About this exercise —
Line by line, set down the records below from the first line through the line containing "position:absolute; width:18px; height:18px;". Omit the pictures.

Extracted material —
==============================

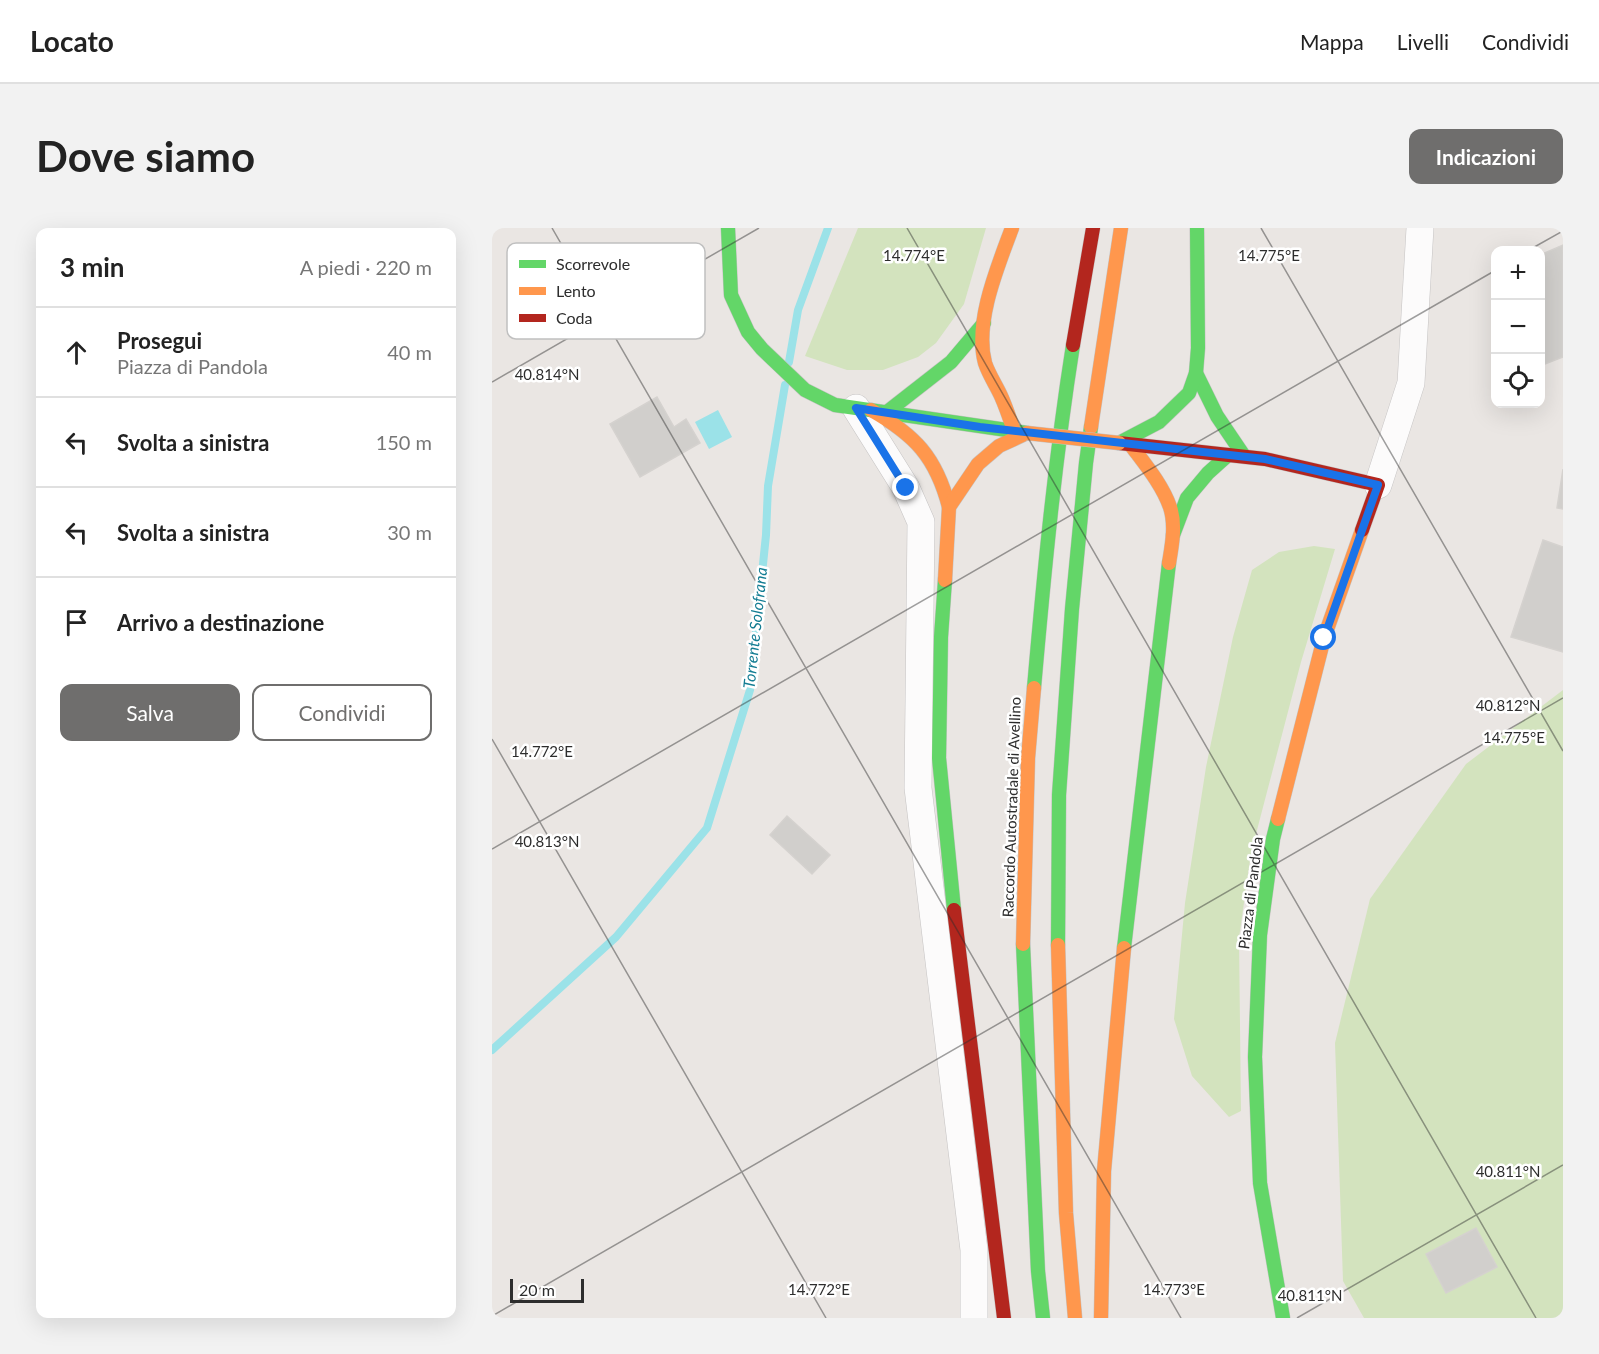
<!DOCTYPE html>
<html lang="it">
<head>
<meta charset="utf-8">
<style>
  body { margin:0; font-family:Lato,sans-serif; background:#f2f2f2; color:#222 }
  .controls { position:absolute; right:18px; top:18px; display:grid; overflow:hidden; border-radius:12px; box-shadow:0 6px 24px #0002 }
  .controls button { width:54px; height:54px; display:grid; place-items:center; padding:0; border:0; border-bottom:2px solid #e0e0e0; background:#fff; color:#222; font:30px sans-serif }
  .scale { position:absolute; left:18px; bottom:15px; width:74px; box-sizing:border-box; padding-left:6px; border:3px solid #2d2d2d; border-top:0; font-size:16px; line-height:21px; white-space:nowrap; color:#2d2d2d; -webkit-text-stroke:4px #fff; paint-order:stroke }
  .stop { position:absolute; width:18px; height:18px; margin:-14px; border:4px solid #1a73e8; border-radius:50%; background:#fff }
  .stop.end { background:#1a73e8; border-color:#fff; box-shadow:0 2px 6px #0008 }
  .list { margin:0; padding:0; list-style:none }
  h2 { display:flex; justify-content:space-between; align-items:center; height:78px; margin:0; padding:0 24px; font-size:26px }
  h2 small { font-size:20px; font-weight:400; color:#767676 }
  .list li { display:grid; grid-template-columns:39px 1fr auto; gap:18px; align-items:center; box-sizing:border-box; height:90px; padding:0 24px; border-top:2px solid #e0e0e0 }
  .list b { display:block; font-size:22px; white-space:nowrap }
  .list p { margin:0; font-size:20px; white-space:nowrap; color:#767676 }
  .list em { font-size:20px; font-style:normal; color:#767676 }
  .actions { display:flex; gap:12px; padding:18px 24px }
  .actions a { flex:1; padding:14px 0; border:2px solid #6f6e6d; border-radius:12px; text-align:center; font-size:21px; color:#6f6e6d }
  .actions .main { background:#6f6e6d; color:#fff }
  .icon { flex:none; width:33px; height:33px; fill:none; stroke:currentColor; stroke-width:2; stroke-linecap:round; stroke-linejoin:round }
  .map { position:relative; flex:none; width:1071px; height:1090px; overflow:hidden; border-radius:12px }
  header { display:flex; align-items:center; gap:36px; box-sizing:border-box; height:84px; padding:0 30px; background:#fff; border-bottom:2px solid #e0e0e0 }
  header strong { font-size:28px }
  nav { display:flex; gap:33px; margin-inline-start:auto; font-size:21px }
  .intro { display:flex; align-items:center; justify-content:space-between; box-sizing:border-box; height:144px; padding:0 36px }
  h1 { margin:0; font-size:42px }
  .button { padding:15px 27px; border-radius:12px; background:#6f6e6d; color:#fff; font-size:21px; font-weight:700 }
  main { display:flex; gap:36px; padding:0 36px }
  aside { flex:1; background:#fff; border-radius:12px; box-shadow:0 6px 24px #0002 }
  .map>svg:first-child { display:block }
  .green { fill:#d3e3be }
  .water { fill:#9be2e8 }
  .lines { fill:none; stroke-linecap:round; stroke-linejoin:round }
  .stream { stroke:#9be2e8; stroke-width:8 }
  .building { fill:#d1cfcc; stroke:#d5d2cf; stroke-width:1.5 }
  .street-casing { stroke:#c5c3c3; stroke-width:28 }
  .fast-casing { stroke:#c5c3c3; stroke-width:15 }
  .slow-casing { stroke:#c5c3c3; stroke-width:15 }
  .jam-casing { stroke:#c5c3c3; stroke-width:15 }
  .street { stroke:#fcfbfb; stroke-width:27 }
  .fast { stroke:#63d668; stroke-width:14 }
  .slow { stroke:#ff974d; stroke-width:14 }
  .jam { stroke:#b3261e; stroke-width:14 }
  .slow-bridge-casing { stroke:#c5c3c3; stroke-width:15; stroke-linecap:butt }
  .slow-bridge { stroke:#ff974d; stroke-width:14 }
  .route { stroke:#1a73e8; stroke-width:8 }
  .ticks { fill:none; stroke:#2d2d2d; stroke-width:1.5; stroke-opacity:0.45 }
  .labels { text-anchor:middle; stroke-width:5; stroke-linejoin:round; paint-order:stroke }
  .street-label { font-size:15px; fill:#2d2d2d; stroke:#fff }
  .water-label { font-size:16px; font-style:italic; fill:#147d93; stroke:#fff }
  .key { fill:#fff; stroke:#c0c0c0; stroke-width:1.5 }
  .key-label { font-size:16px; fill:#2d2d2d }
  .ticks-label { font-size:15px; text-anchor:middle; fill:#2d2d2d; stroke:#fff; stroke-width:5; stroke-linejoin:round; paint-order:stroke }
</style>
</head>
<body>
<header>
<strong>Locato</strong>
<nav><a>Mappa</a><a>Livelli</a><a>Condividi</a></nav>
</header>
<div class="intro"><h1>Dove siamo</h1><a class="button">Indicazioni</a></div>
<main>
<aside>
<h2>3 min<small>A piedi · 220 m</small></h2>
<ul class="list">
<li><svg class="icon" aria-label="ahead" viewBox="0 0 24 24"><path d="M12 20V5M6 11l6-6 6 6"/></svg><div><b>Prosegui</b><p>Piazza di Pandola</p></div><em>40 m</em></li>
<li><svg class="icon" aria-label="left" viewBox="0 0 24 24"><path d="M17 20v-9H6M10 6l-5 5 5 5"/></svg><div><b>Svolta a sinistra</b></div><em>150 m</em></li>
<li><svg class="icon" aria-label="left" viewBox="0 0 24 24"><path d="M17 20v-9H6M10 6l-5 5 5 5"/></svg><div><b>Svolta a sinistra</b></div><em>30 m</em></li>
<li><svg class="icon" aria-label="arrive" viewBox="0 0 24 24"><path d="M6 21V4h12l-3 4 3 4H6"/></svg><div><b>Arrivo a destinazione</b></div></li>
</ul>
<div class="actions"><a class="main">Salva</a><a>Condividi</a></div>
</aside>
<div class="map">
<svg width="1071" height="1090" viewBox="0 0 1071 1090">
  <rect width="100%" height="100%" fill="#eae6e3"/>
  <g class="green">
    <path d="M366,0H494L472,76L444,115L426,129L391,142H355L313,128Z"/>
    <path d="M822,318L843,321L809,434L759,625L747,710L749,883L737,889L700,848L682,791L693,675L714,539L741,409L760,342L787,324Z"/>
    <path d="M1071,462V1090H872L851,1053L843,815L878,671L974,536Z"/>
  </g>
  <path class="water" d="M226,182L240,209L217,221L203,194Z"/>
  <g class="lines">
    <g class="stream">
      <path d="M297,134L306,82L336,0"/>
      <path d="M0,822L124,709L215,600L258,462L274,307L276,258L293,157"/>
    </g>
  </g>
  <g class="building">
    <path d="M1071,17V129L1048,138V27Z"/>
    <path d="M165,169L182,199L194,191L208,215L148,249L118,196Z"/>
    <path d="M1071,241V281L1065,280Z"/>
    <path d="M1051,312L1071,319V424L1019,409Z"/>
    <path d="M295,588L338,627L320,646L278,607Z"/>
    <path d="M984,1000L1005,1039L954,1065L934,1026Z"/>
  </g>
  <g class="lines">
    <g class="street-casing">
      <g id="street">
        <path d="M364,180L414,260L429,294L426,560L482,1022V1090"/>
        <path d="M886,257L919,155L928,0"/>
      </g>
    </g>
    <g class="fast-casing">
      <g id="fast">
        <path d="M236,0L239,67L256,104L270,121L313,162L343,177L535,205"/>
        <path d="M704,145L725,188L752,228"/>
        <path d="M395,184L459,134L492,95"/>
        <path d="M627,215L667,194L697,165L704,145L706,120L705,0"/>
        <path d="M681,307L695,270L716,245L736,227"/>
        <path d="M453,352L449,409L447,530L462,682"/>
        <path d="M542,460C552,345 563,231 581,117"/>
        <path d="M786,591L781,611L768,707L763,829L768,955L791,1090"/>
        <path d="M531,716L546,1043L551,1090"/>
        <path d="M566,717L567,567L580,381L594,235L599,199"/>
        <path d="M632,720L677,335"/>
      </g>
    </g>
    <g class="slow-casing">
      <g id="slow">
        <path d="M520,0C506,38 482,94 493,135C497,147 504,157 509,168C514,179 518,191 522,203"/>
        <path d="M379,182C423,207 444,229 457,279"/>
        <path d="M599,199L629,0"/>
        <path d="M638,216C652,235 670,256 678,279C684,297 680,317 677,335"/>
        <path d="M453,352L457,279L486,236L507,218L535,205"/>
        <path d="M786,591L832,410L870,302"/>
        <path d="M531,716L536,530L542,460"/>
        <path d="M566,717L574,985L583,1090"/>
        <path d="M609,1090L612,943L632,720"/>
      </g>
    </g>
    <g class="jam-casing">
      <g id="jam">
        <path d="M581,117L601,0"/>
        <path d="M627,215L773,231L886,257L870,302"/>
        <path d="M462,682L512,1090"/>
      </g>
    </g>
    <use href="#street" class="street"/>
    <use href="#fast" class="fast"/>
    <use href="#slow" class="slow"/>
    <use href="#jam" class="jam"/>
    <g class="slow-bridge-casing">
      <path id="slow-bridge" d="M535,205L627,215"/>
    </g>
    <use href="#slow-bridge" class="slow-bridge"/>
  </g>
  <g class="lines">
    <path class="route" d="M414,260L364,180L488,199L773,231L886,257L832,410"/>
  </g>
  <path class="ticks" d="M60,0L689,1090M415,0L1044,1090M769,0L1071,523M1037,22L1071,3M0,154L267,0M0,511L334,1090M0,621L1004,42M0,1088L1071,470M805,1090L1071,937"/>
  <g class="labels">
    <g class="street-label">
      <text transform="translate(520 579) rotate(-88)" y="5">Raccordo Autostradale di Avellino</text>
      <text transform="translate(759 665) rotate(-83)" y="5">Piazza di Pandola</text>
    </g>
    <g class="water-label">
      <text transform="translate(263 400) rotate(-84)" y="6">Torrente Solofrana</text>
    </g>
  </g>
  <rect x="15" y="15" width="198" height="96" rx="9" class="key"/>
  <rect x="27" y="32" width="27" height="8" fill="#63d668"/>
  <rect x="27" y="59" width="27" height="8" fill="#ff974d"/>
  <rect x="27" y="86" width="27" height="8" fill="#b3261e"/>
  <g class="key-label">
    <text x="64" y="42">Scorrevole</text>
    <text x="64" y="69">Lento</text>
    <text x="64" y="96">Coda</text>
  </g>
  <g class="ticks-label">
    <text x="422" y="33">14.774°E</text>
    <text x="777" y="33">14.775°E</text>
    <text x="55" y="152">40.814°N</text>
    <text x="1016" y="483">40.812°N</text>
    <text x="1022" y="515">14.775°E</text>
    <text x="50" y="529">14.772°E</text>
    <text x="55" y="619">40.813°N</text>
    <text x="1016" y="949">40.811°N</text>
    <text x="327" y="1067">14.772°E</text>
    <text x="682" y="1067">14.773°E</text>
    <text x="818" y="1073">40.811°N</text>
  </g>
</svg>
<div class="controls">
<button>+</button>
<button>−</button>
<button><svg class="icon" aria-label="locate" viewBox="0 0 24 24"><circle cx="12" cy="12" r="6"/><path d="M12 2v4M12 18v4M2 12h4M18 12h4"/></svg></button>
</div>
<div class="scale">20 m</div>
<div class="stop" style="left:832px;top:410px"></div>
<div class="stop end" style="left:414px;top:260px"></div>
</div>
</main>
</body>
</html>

==============================

Reply —
<!DOCTYPE html>
<html lang="it">
<head>
<meta charset="utf-8">
<style>
  body { margin:0; font-family:Lato,sans-serif; background:#f2f2f2; color:#222 }
  .controls { position:absolute; right:18px; top:18px; display:grid; overflow:hidden; border-radius:12px; box-shadow:0 6px 24px #0002 }
  .controls button { width:54px; height:54px; display:grid; place-items:center; padding:0; border:0; border-bottom:2px solid #e0e0e0; background:#fff; color:#222; font:30px sans-serif }
  .scale { position:absolute; left:18px; bottom:15px; width:74px; box-sizing:border-box; padding-left:6px; border:3px solid #2d2d2d; border-top:0; font-size:16px; line-height:21px; white-space:nowrap; color:#2d2d2d; -webkit-text-stroke:4px #fff; paint-order:stroke }
  .stop { position:absolute; width:18px; height:18px; margin:-14px; border:4px solid #1a73e8; border-radius:50%; background:#fff }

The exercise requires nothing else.